(Collected data entries)
#####

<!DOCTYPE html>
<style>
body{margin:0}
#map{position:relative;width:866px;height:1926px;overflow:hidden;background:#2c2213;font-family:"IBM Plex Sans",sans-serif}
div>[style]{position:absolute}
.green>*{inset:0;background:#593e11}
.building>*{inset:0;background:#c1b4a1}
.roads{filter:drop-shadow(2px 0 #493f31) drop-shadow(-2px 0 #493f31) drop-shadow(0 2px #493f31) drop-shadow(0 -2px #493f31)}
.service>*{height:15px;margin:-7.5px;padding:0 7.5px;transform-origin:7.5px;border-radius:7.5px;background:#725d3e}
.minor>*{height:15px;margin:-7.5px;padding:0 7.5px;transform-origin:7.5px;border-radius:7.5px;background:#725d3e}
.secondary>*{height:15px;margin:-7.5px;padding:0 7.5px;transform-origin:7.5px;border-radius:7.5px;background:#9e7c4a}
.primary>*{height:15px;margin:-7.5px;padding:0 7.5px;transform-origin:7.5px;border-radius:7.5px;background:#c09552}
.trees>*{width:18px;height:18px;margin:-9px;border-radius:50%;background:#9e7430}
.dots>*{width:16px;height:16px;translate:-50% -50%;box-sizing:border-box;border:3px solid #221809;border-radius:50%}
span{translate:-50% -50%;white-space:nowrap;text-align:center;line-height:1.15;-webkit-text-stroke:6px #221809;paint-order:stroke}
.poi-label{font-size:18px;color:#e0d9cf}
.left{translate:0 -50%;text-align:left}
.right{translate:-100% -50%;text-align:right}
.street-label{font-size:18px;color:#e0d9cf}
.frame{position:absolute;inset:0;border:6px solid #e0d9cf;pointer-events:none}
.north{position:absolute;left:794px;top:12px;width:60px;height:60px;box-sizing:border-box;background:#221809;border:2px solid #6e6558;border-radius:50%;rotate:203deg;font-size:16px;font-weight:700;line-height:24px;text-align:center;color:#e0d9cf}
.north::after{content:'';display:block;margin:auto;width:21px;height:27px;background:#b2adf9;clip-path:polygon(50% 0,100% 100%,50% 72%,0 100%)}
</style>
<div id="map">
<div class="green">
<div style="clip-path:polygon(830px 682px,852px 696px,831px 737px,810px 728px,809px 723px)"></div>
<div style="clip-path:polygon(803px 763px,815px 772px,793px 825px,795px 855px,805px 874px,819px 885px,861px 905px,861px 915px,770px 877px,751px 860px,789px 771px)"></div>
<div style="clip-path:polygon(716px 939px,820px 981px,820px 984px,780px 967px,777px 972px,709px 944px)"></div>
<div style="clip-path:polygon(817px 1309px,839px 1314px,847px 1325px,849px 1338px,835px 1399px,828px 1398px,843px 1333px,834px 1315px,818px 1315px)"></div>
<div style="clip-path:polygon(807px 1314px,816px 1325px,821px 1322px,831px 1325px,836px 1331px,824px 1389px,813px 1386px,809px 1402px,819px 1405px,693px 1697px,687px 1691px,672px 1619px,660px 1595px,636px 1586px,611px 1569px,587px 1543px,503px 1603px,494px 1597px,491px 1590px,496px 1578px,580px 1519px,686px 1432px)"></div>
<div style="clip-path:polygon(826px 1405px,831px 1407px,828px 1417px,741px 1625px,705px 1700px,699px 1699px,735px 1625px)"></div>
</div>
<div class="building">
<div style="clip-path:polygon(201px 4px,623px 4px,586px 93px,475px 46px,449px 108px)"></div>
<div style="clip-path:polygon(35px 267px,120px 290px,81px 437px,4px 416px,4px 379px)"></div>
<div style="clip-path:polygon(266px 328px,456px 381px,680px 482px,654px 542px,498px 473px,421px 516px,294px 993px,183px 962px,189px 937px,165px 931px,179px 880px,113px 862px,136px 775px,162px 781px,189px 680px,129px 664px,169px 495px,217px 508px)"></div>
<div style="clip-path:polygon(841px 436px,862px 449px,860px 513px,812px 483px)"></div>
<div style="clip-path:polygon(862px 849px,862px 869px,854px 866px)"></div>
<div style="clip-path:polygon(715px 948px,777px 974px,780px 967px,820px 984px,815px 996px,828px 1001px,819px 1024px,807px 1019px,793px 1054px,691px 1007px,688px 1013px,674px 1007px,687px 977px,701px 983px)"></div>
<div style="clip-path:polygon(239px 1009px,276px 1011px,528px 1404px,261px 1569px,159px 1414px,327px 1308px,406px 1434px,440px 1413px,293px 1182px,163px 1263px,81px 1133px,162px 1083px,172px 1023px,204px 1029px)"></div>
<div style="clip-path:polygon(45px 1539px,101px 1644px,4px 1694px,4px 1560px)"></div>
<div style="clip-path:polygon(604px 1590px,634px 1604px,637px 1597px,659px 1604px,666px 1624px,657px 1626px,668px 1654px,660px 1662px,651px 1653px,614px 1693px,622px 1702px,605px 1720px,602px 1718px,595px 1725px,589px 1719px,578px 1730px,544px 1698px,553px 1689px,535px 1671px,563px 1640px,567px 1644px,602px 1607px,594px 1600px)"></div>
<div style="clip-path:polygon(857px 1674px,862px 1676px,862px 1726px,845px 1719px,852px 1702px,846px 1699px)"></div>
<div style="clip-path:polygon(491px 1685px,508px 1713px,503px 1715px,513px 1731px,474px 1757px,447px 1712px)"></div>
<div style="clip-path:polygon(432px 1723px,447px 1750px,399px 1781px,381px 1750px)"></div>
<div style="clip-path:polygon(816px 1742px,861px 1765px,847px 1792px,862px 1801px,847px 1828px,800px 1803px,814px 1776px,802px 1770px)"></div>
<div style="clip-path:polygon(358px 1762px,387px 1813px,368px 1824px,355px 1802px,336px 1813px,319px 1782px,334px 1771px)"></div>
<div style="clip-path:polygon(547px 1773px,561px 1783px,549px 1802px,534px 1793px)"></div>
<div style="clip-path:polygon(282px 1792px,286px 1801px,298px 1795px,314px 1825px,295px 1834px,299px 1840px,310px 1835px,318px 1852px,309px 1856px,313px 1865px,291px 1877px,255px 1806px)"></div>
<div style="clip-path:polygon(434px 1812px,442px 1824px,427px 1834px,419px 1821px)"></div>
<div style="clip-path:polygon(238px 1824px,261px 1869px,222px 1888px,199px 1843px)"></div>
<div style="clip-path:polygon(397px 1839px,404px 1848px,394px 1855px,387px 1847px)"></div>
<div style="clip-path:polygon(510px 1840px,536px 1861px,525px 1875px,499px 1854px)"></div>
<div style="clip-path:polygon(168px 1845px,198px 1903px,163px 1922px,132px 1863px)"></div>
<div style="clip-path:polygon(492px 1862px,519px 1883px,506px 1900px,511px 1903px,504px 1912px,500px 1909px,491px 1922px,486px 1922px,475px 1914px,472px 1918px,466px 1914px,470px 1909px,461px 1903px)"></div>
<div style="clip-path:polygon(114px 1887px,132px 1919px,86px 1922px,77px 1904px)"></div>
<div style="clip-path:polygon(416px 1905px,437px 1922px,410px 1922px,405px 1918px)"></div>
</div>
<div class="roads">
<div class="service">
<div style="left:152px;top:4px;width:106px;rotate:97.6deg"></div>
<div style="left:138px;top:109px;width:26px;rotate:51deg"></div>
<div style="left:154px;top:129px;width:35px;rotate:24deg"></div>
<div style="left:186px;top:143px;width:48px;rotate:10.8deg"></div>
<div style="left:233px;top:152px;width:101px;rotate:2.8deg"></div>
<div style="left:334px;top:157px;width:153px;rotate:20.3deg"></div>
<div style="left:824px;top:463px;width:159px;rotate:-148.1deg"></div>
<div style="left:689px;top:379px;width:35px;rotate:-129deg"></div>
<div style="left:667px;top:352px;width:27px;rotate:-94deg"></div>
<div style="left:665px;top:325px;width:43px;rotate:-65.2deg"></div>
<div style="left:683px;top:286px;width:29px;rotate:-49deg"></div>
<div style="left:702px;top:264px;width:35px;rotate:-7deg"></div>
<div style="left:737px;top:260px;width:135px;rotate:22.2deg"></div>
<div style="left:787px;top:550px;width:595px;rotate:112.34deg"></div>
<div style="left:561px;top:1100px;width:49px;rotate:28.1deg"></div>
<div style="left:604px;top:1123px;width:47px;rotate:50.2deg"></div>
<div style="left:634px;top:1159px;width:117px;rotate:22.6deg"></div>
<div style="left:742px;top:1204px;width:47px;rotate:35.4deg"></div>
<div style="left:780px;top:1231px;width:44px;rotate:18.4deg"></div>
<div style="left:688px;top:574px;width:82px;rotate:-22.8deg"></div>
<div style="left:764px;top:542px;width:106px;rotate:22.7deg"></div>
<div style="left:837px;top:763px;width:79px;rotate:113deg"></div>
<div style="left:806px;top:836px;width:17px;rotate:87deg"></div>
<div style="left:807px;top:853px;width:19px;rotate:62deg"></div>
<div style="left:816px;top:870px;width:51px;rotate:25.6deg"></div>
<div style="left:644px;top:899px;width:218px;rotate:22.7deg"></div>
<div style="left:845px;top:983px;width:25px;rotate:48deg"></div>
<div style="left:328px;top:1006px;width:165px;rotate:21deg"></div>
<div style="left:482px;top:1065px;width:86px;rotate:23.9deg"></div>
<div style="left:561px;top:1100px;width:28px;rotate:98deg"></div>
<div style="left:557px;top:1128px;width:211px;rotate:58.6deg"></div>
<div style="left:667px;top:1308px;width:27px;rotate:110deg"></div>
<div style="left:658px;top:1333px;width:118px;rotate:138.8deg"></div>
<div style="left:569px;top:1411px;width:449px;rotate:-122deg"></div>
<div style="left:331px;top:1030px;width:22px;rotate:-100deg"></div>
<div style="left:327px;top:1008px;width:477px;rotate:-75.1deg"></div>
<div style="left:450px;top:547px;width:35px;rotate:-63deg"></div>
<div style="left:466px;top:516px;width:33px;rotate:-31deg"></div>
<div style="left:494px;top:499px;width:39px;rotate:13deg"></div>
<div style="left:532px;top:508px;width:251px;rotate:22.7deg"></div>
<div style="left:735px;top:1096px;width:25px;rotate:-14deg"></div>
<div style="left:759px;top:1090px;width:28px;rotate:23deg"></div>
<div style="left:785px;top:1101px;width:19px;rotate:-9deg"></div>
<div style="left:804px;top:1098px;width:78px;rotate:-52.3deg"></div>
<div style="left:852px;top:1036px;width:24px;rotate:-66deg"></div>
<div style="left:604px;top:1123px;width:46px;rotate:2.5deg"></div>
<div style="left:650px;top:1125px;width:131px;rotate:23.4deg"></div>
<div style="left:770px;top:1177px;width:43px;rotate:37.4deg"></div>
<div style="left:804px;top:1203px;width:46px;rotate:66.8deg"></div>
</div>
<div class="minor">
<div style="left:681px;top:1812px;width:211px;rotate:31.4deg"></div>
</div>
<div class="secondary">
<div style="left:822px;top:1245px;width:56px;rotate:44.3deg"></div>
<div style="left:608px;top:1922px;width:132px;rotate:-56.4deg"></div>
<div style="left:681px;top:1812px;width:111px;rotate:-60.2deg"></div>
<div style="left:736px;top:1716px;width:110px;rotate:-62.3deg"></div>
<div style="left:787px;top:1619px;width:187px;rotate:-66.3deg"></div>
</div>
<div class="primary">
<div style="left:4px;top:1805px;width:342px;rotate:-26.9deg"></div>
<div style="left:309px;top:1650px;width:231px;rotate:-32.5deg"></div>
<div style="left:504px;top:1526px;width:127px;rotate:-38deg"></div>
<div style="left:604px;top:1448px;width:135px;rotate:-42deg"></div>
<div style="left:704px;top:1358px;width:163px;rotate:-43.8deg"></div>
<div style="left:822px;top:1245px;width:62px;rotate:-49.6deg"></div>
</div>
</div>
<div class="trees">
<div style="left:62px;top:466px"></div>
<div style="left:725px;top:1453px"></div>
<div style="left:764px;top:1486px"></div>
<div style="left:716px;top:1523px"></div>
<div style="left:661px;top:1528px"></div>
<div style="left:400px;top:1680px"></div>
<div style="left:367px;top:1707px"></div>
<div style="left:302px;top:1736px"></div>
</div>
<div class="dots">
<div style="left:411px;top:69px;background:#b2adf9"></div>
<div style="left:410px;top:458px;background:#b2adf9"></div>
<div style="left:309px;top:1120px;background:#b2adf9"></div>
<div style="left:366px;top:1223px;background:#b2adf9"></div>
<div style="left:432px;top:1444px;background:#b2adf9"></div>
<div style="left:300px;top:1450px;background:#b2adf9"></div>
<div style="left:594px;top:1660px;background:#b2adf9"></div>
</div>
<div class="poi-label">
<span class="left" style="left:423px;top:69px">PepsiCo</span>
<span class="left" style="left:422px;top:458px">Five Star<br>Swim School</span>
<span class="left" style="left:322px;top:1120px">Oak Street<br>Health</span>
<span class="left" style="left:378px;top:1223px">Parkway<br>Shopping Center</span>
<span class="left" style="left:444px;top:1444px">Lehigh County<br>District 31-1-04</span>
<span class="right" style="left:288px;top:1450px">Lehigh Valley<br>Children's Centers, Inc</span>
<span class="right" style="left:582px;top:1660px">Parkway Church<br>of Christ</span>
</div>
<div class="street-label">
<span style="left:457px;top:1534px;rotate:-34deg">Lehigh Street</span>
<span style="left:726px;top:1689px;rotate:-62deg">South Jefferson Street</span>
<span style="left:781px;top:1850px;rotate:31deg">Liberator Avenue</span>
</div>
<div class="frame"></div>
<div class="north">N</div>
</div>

#####

# ABOUT THIS EXERCISE:
Filter the entries above and return only the lines holding "service".

# EXERCISE OUTPUT:
.service>*{height:15px;margin:-7.5px;padding:0 7.5px;transform-origin:7.5px;border-radius:7.5px;background:#725d3e}
<div class="service">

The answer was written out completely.